A estas alturas, Greta Thunberg, más que la virgen verde del planeta, es una activista del Hola. Acapara portadas, reportajes, una geometría voraz de micrófonos; los periodistas le hacen la moviola a sus declaraciones, las comentan, las disecan en Twitter; las camisetas multiplican su cara un poco mineral e inquietante, como de capitel románico, y hasta dicen que Sabina va a componerle una canción. 

Greta Thunberg, en fin, llega hoy a Madrid desde Lisboa, a la que José Cardoso Pires le dedicó un libro irónico y reverencial (gracias, maestro), y los chicos del Hola, que lo saben todo, no saben si la rockstar climática vendrá a regañarnos en tren o a lomos de un burro de Talavera, que es más ecológico. Sea como fuere, Greta Thunberg se presentará como un sheriff con acné a sacudir los sermones calcificados de los gerifaltes de la Cumbre del Clima, que andan fingiendo salvar el planeta en Fort Apache, digo en Ifema, entre discursos de bazar y menús redichos de los hermanos Roca. 

Y es que después de veinticinco años insistiendo en las mismas monsergas, en las mismas canciones de cuna, duérmete, niño, duérmete ya, etc., nadie espera nada del nuevo cónclave. Pues de todas estas reuniones siempre sale una fumata blanca que se convierte en negra cuando cada político se afloja el nudo tullido de la corbata y regresa a seguir contaminando su corral. O a darle directamente un portazo al Acuerdo —más bien, Desacuerdo— de París, como Trump. Que lo de la crisis climática ya es un tema más de consumo. Algo para matar el tiempo, como hablar de Rosalía o del colesterol. 

En efecto, cualquiera con dos milímetros de frente sabe que, si de verdad queremos salvarnos a nosotros mismos y a las demás especies, tanto o más que reducir las emisiones de CO2, urge acabar con lo que las provoca: el neocapitalismo y su vulgata consumista. Esa que te alienta esquizofrénicamente a derrochar y a ahorrar a la vez. A esquilmar el planeta y a vivir como un monje. Cómo sobrevivir sin crecimiento económico —eso del crecimiento sostenible es un oxímoron— debería ser el asunto principal de la Cumbre del Clima, como ya lo es para algunos economistas a los que no invita a su logia el FMI

Pero los santos padres del Ifema no hablarán de ello, claro, que les interesa más probar nuestros endémicos churros con chocolate que salvar los arrecifes de coral. Greta Thunberg tampoco hablará de detener el crecimiento económico, que bastante ocupada andará la pobre presidiendo hoy pancartas bajo el cielo de calderilla azul de Madrid. 
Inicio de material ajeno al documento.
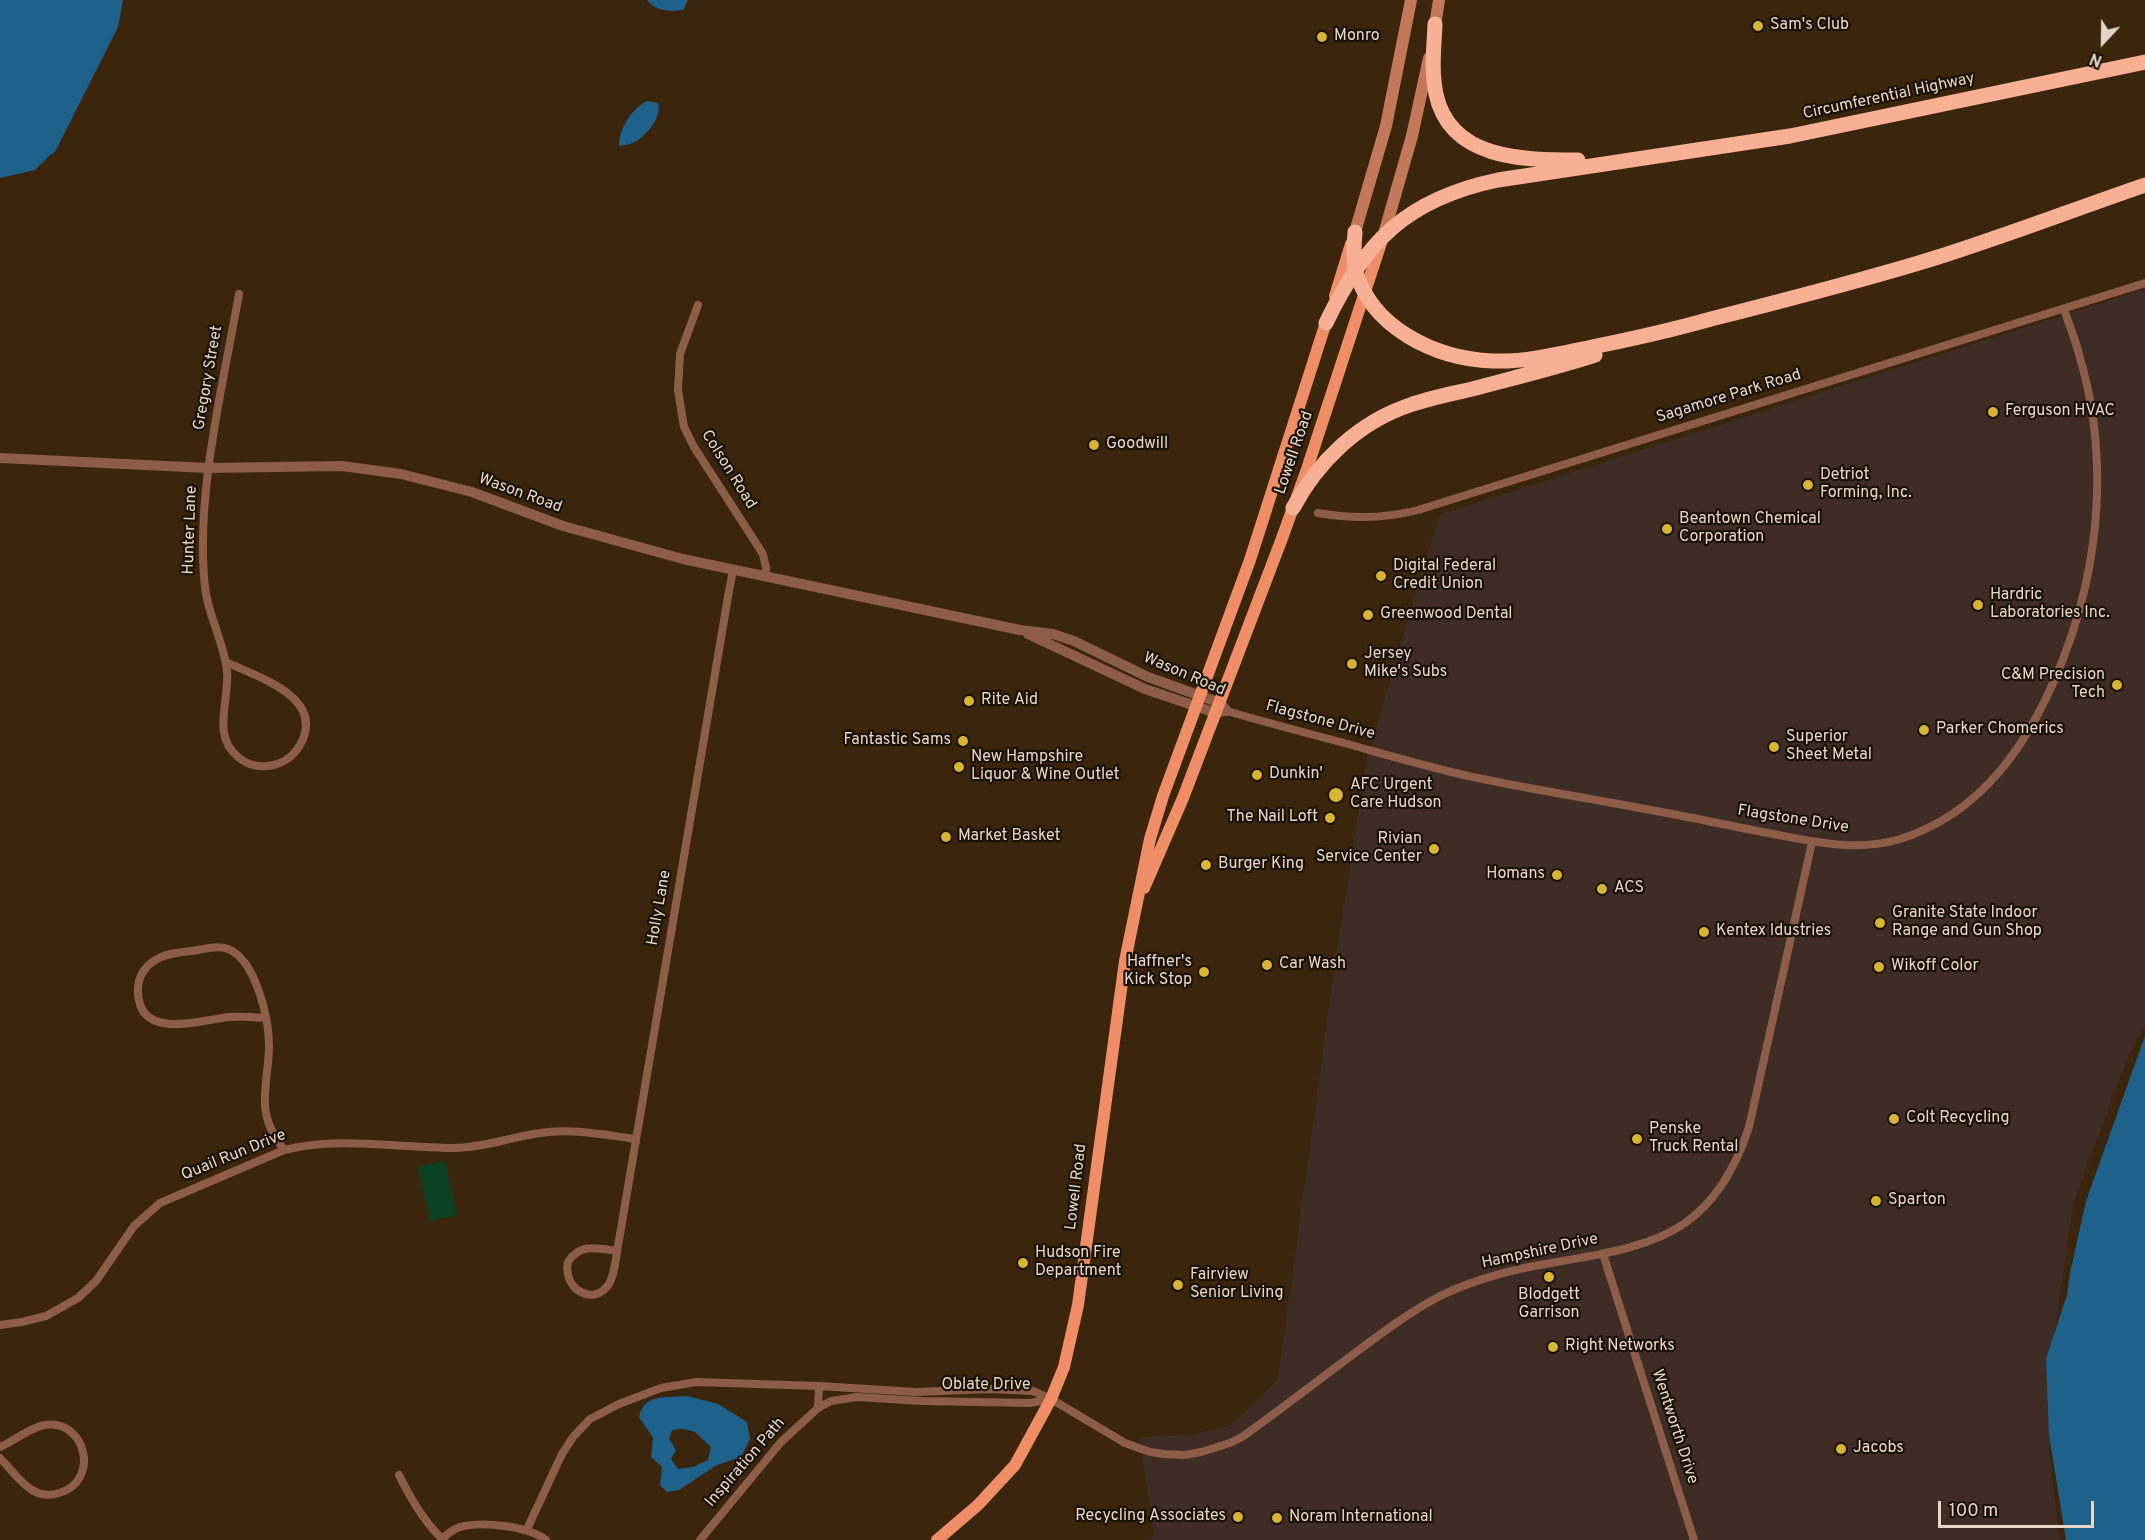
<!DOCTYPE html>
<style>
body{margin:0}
#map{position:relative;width:2145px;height:1540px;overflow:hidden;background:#3b250d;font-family:Overpass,sans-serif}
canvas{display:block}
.north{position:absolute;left:2073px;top:12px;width:60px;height:60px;-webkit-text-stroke:4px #1a1107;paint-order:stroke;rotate:202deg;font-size:16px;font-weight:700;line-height:24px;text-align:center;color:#e5d6c8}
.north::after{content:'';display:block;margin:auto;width:21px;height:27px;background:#e5d6c8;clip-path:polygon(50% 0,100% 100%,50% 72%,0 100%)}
.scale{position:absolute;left:1938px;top:1501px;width:156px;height:27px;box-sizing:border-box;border:3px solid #e5d6c8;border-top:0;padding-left:8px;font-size:18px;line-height:21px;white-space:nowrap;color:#e5d6c8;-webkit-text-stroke:4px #1a1107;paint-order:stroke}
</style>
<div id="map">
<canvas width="2145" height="1540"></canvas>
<div class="north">N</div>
<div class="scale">100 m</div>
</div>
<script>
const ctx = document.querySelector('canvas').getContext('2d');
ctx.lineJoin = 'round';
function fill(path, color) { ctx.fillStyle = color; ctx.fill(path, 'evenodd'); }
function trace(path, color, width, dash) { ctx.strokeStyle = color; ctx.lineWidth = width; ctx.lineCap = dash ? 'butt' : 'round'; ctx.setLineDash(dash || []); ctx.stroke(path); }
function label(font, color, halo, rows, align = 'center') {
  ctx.font = font + ' Overpass,sans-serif'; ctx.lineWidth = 4.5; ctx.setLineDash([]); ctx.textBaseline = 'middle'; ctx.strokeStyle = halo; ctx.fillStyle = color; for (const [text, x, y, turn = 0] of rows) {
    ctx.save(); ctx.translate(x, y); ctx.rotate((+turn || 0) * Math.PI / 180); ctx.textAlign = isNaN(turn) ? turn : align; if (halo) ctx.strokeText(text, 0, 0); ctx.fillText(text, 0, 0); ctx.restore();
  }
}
fill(new Path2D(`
 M2145,289V1024L2128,1057L2074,1201L2057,1313L2049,1452L2060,1540H1149L1154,1537L1140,1438L1195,1434L1231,1425L1278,1379L1338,941L1367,759L1439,515Z`), '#3f2d25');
fill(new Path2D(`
 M445,1161L457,1215L430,1221L418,1167Z`), '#0a4223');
fill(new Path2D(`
 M0,0H123L118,27L55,152L50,155L35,170L0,178Z
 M647,0H688L683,10C669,12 656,11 647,0Z
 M647,101L658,103C662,117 649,132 638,140C633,144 625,145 619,146C619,128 631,110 647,101Z
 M2145,1036V1540H2066L2049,1435L2046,1359L2067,1295L2070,1273L2086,1201Z
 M687,1396L718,1404L747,1422L750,1439L741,1457L717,1465L679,1490L667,1492L660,1485L662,1467L651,1457L653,1438L639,1417C644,1393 666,1398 687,1396ZM684,1429L695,1432L711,1447L708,1460L693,1467L678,1469L671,1459L676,1450L669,1439L672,1430Z`), '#1e628b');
trace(new Path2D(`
 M698,305L680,354L678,390L684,427L694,447L763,554L766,568L765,577
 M1318,513C1353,519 1384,519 1418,510L2145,283
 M226,662C257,677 327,697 300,745C293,757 281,765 267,766C257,767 246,764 238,757C211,735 230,700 227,671C224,642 208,616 205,587C195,496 223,385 239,294
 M1227,711C1264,722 1303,732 1340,742C1384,754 1428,767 1473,777C1539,791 1606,801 1672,814C1704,820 1736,827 1768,833C1811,841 1854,852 1897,840C1984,814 2032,739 2063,659C2100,564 2109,457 2080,358C2076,341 2069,325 2064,309
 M265,1018C253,1017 241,1016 229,1017C201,1020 140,1041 138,993C137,976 146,964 161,957C171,953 182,952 192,951C204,949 217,945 228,949C256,960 269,1019 269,1046C269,1065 264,1085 265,1105C266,1123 274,1136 284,1150
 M617,1251C597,1248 580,1243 568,1262C562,1288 593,1308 609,1284C616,1272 616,1253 619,1240C656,1024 692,807 729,591L733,570
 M1603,1254L1694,1540
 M0,1325L22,1322L46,1316L78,1298L96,1281L134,1226L160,1203L284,1150C340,1136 396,1148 453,1148C483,1148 511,1137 540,1133C571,1128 605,1135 636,1139
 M818,1408L819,1386
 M0,1447C14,1441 31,1427 45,1425C87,1419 100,1482 59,1493C50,1496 40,1495 32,1490C20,1483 10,1468 0,1458
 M399,1475C411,1499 423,1520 442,1539
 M527,1529L562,1454L573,1437L590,1419L619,1404L661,1388L696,1382L819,1386L916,1392L990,1389L1033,1391L1051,1399L1125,1443L1150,1452L1164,1454L1185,1455L1201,1452L1230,1443L1242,1437C1280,1410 1317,1381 1355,1353C1383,1332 1411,1311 1442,1295C1476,1279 1514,1269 1551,1263C1594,1255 1648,1249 1685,1223C1718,1200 1737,1164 1749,1127L1812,842
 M441,1540C447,1534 452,1530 460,1527C483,1521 528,1526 546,1540
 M700,1540L781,1442L818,1408L831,1401L857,1397L922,1401L1030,1403L1051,1399`), '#8d5d4a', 8);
trace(new Path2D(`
 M0,458L208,468L342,466L401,474L472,492L563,526L683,559L1020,630L1053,634L1074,641L1148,677L1220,703L1227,711
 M1028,634L1145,689L1216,713L1224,711`), '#8d5d4a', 10);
trace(new Path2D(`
 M1434,32L1439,0
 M1355,232L1386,126L1411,0
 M1384,234L1412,136L1429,58`), '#c4785a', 12);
trace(new Path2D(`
 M1335,296L1351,244
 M1144,888L1183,798L1281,541L1306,472L1382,240
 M937,1540L978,1505L1015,1465L1051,1399L1064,1367L1078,1305L1125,961L1150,839L1163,796L1250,560L1328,316`), '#ef8d66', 12);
trace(new Path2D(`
 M1435,24C1434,47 1431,71 1436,94C1450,160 1524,160 1578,160
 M1355,232C1354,244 1353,256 1355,268C1370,328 1436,359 1493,361C1526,362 1559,354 1592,347C1632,339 1672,330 1711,319C1786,300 1861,281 1935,258C2005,236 2075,209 2145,185
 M1326,323C1365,241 1407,199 1498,180L1790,136L2145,62
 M1293,508C1318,461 1359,422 1410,405C1430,398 1451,394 1472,389C1513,378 1555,368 1595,355`), '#f7b094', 15);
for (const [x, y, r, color] of [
 [1758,26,6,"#d9b334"],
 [1322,37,6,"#d9b334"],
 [1993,412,6,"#d9b334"],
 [1094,445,6,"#d9b334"],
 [1808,485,6,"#d9b334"],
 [1667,529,6,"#d9b334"],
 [1381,576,6,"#d9b334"],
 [1978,605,6,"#d9b334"],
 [1368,615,6,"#d9b334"],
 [1352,664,6,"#d9b334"],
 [2117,685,6,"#d9b334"],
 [969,701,6,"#d9b334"],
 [1924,730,6,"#d9b334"],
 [963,741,6,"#d9b334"],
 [1774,747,6,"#d9b334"],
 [959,767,6,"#d9b334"],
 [1257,775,6,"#d9b334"],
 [1336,795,8,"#d9b334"],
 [1330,818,6,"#d9b334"],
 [946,837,6,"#d9b334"],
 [1434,849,6,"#d9b334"],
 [1206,865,6,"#d9b334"],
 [1557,875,6,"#d9b334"],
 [1602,889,6,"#d9b334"],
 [1880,923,6,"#d9b334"],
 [1704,932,6,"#d9b334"],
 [1267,965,6,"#d9b334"],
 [1879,967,6,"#d9b334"],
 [1204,972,6,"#d9b334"],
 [1894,1119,6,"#d9b334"],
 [1637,1139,6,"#d9b334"],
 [1876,1201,6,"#d9b334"],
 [1023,1263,6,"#d9b334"],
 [1549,1277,6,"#d9b334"],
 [1178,1285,6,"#d9b334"],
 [1553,1347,6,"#d9b334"],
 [1841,1449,6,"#d9b334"],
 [1238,1517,6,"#d9b334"],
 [1277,1518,6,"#d9b334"]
]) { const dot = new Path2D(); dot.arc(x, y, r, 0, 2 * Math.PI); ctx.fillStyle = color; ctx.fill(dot); trace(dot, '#1a1107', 2); }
label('16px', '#e5d6c8', '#1a1107', [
 ["Sam's Club",1770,26],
 ["Monro",1334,37],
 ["Ferguson HVAC",2005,412],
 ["Goodwill",1106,445],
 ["Detriot",1820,476],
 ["Forming, Inc.",1820,494],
 ["Beantown Chemical",1679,520],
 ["Corporation",1679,538],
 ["Digital Federal",1393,567],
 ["Credit Union",1393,585],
 ["Hardric",1990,596],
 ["Laboratories Inc.",1990,614],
 ["Greenwood Dental",1380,615],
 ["Jersey",1364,655],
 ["Mike's Subs",1364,673],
 ["C&M Precision",2105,676,"right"],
 ["Tech",2105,694,"right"],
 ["Rite Aid",981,701],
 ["Parker Chomerics",1936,730],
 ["Superior",1786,738],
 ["Sheet Metal",1786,756],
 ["Fantastic Sams",951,741,"right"],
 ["New Hampshire",971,758],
 ["Liquor & Wine Outlet",971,776],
 ["Dunkin'",1269,775],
 ["AFC Urgent",1350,786],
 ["Care Hudson",1350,804],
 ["The Nail Loft",1318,818,"right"],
 ["Market Basket",958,837],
 ["Rivian",1422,840,"right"],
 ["Service Center",1422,858,"right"],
 ["Burger King",1218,865],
 ["Homans",1545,875,"right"],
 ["ACS",1614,889],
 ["Granite State Indoor",1892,914],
 ["Range and Gun Shop",1892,932],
 ["Kentex Idustries",1716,932],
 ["Haffner's",1192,963,"right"],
 ["Kick Stop",1192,981,"right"],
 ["Car Wash",1279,965],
 ["Wikoff Color",1891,967],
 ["Colt Recycling",1906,1119],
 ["Penske",1649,1130],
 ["Truck Rental",1649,1148],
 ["Sparton",1888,1201],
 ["Hudson Fire",1035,1254],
 ["Department",1035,1272],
 ["Fairview",1190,1276],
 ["Senior Living",1190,1294],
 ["Blodgett",1549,1296,"center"],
 ["Garrison",1549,1314,"center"],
 ["Right Networks",1565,1347],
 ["Jacobs",1853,1449],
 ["Recycling Associates",1226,1517,"right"],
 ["Noram International",1289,1518]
], 'left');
label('16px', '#e5d6c8', '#1a1107', [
 ["Circumferential Highway",1889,97,-12],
 ["Gregory Street",209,378,-80],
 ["Sagamore Park Road",1729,397,-17],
 ["Lowell Road",1295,453,-71],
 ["Colson Road",728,470,58],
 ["Wason Road",520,494,20],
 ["Hunter Lane",191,530,-88],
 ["Wason Road",1184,675,23],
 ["Flagstone Drive",1320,721,15],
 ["Flagstone Drive",1793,820,9],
 ["Holly Lane",660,908,-80],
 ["Quail Run Drive",234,1156,-22],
 ["Lowell Road",1077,1187,-83],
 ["Hampshire Drive",1540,1252,-12],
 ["Oblate Drive",986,1386],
 ["Wentworth Drive",1674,1427,72],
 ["Inspiration Path",746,1463,-49]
]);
</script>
¿Y los ecologistas? El ecologismo auténtico murió hace décadas. Lo devoró la gran ballena blanca de la política. Por su parte, los periódicos, que una vez tuvieron voz propia, hoy apenas son sicarios del poder. De ahí que se entreguen a canonizar la ortodoxia económica, a justificar a sus señoritos y a incluir sin recato publicidad de multinacionales de hidrocarburos, de compañías aéreas baratas, de cruceros —un solo crucero contamina lo que 12.000 vehículos—, mientras en sus editoriales se desgañitan hablando de sostenibilidad. 

Nada va a hacerse para evitar la hecatombe climática, a pesar de lo que canten las chicharras políticas en esta nosecuantésima Cumbre del Clima celebrada en Madrid. Entre otras razones porque no sale rentable desde el punto de vista económico. Salvar al cincuenta, al ochenta por ciento de la población mundial, ¿para qué? 

No obstante, nuestro deber es ser optimistas. Positivos, como dicen los cursis. Porque no todo será malo en el aquelarre medioambiental, en las misas negras del CO2. Las farmacéuticas se relamen ya con el aumento de las temperaturas, que se traducirá en más casos de diabetes y en mayores enfermedades de origen tropical. Quizá la isla de Tenerife desaparezca bajo el mar, pero al menos nos quedarán las chirigotas de Cádiz. Y es que, a pesar de las lágrimas de papel cuché de Greta Thunberg, aún hay esperanza. Lo han dicho, lo van a decir los santos padres del Ifema. Ya verán.